Die Anfang Oktober veröffentlichte Papst-Enzyklika nannte Maurer eine „Hilfe und einen Ansporn“, die Solidarität zu fördern. Das Internationale Rote Kreuz leiste derzeit etwa 40 Prozent seiner Hilfe in Afrika. Im Interview mit „Vatican News“ ging Maurer auch auf die Konflikte um die Ukraine und um Berg-Karabach ein. Diese seien „die heutigen Solferinos“. In der Folge der Schlacht nahe dem norditalienischen Ort Solferino im Juni 1859 war das Rote Kreuz entstanden.

„Tutti fratelli“ und die Rotes-Kreuz-Gründung

Damals beteiligte sich der Schweizer Henri Dunant an den Hilfsmaßnahmen nach der Schlacht in einem improvisierten Lazarett, das im nahe gelegenen Städtchen Castiglione unter freiem Himmel aufgeschlagen wurde. Dabei fand er viel Unterstützung bei der örtlichen Bevölkerung. Dunant berichtete später darüber mit den Worten: „‚Tutti fratelli‘, wiederholen sie gerührt immer wieder. Ehre sei diesen mitleidigen Frauen, diesen jungen Mädchen von Castiglione! Es gab nichts, was sie zurückgeschreckt, erschöpft oder entmutigt hätte. Ihre bescheidene Hingebung kannte keine Müdigkeit und keinen Ekel; kein Opfer war ihnen zu viel.“

Schon diese Worte Dunants erinnern an die Enzyklika von Papst Franziskus, „Fratelli tutti“. Dementsprechend betonte auch der Präsident des Internationalen Komitees vom Roten Kreuz nach seinem Treffen mit dem Papst, diese Solidarität sei heute noch der Rote Faden der Hilfsorganisation, die mit dem Titel der neuen Enzyklika globale Solidarität und weltweite Geschwisterlichkeit teile.

Zugriff auf letzte Reserven

In einem aktuellen Interview in der „Süddeutschen Zeitung“ warnte Rot-Kreuz-Präsident Maurer auch davor, angesichts der Coronavirus-Pandemie Konflikte und Kriege weltweit zu vergessen. Derzeit seien humanitäre Organisationen gefragt wie nie, zugleich sinke jedoch die Bereitschaft vieler Länder, sie finanziell zu unterstützen, beklagte er. Die größte Täuschung bestehe in der Vorstellung, „dass es die anderen Konflikte nicht mehr gibt, weil es Corona gibt“. Alle ursprünglichen Bedürfnisse bestünden weiter, hinzu kämen neue Herausforderungen durch die Pandemie.
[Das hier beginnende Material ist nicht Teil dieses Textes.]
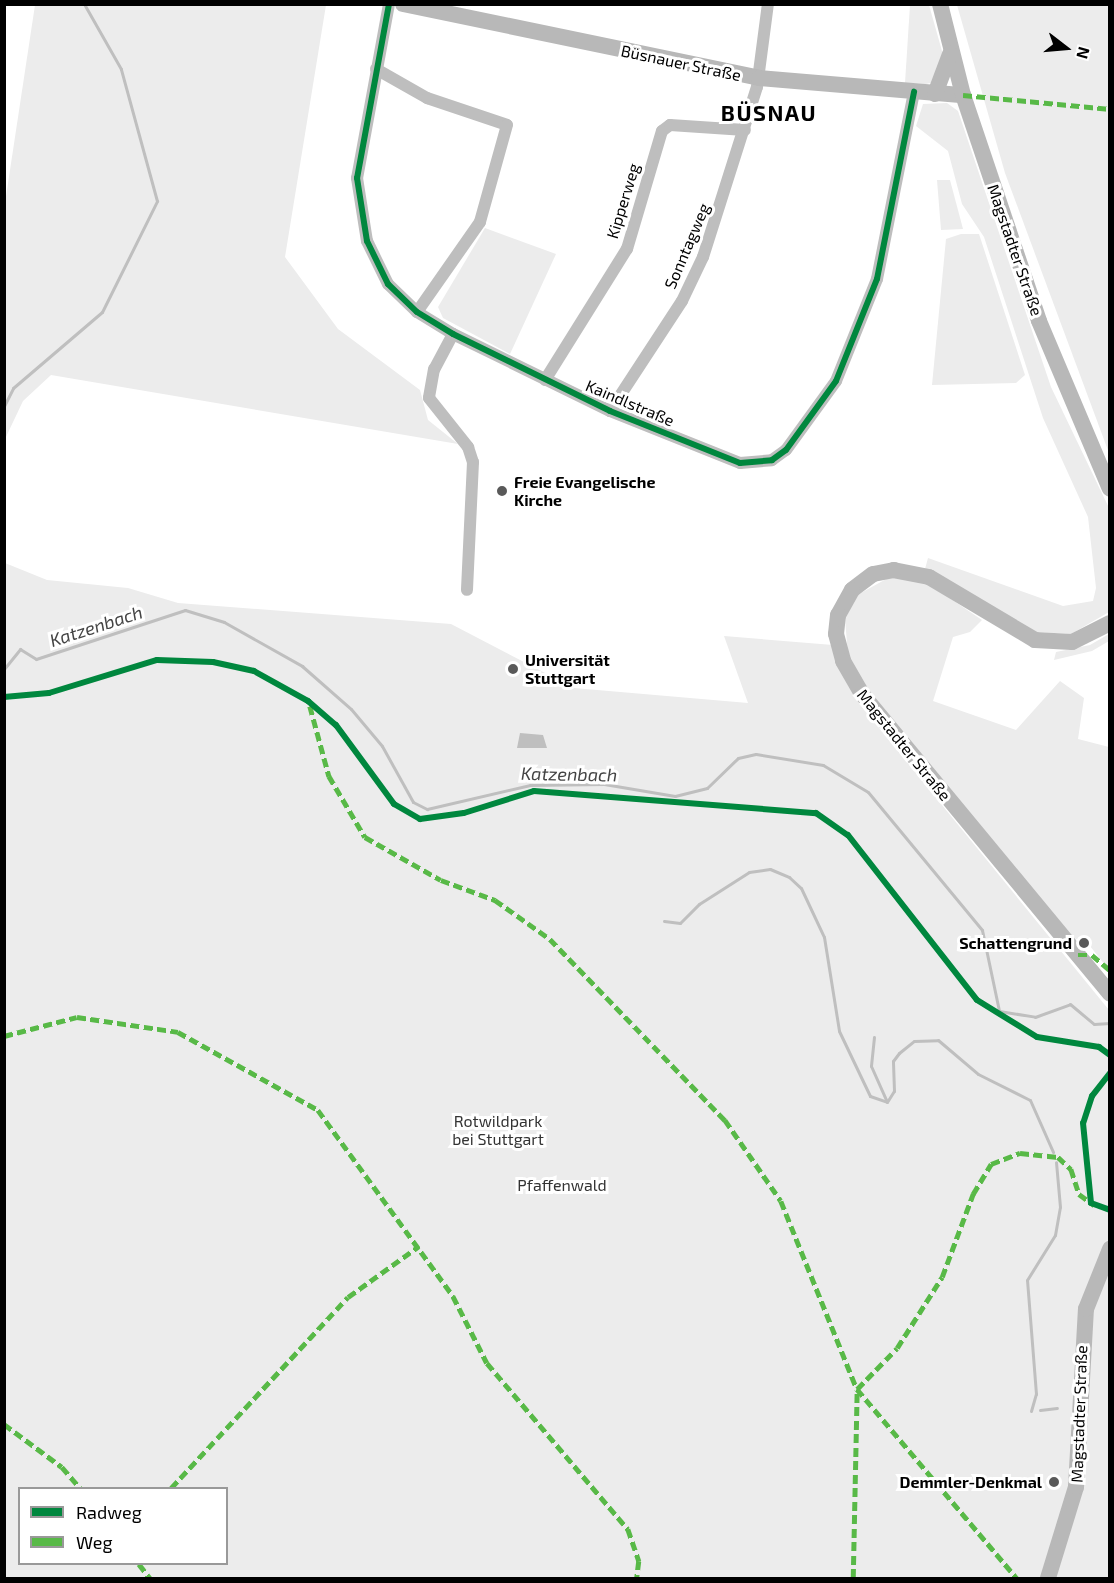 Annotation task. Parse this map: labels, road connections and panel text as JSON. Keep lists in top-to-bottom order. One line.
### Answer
{"streets":{"main road":["Büsnauer Straße","Magstadter Straße"],"street":["Kipperweg","Sonntagweg","Kaindlstraße"]},"crossings":[["Büsnauer Straße","Sonntagweg"],["Büsnauer Straße","Magstadter Straße"],["Büsnauer Straße","Kaindlstraße"],["Kipperweg","Sonntagweg"],["Kipperweg","Kaindlstraße"],["Sonntagweg","Kaindlstraße"]],"districts":["BÜSNAU"],"water":["Katzenbach"],"parks":["Rotwildpark bei Stuttgart","Pfaffenwald"],"places":["Freie Evangelische Kirche","Universität Stuttgart","Schattengrund","Demmler-Denkmal"],"legend":["Radweg","Weg"],"north":"right"}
Dabei gehe es in vielen Staaten eher um die sozialen Auswirkungen der Maßnahmen gegen Covid-19 als um die direkten gesundheitlichen Folgen der Pandemie. Der wirtschaftliche Lockdown treffe insbesondere jene hart, die schon vor der Coronavirus-Krise Probleme hatten. „Wer ohnehin schon am Rande des Existenzminimums lebte, ist nun endgültig abhängig geworden von humanitärer Hilfe“, so Maurer. Angesichts der Lage rechne er damit, dass zum Jahresende „alle humanitären Organisationen, einschließlich des IKRK, gezwungen sein werden, Programme zu kürzen oder letzte Reserven anzutasten“.

Warnung vor „Impf-Nationalismus“

Maurer warnte mit Blick auf die Entwicklung eines Impfstoffs gegen Covid-19 vor „Impf-Nationalismus“ reicher Staaten. „Nationale Priorisierungen könnten verhindern, dass Impfungen und Medikamente zu erschwinglichen Preisen dorthin gelangen, wo sie am nötigsten sind“, sagte er. Diesbezüglich hoffe er auf ein Bewusstsein dafür, dass einer Pandemie nicht mit nationalen Maßnahmen begegnet werden könne.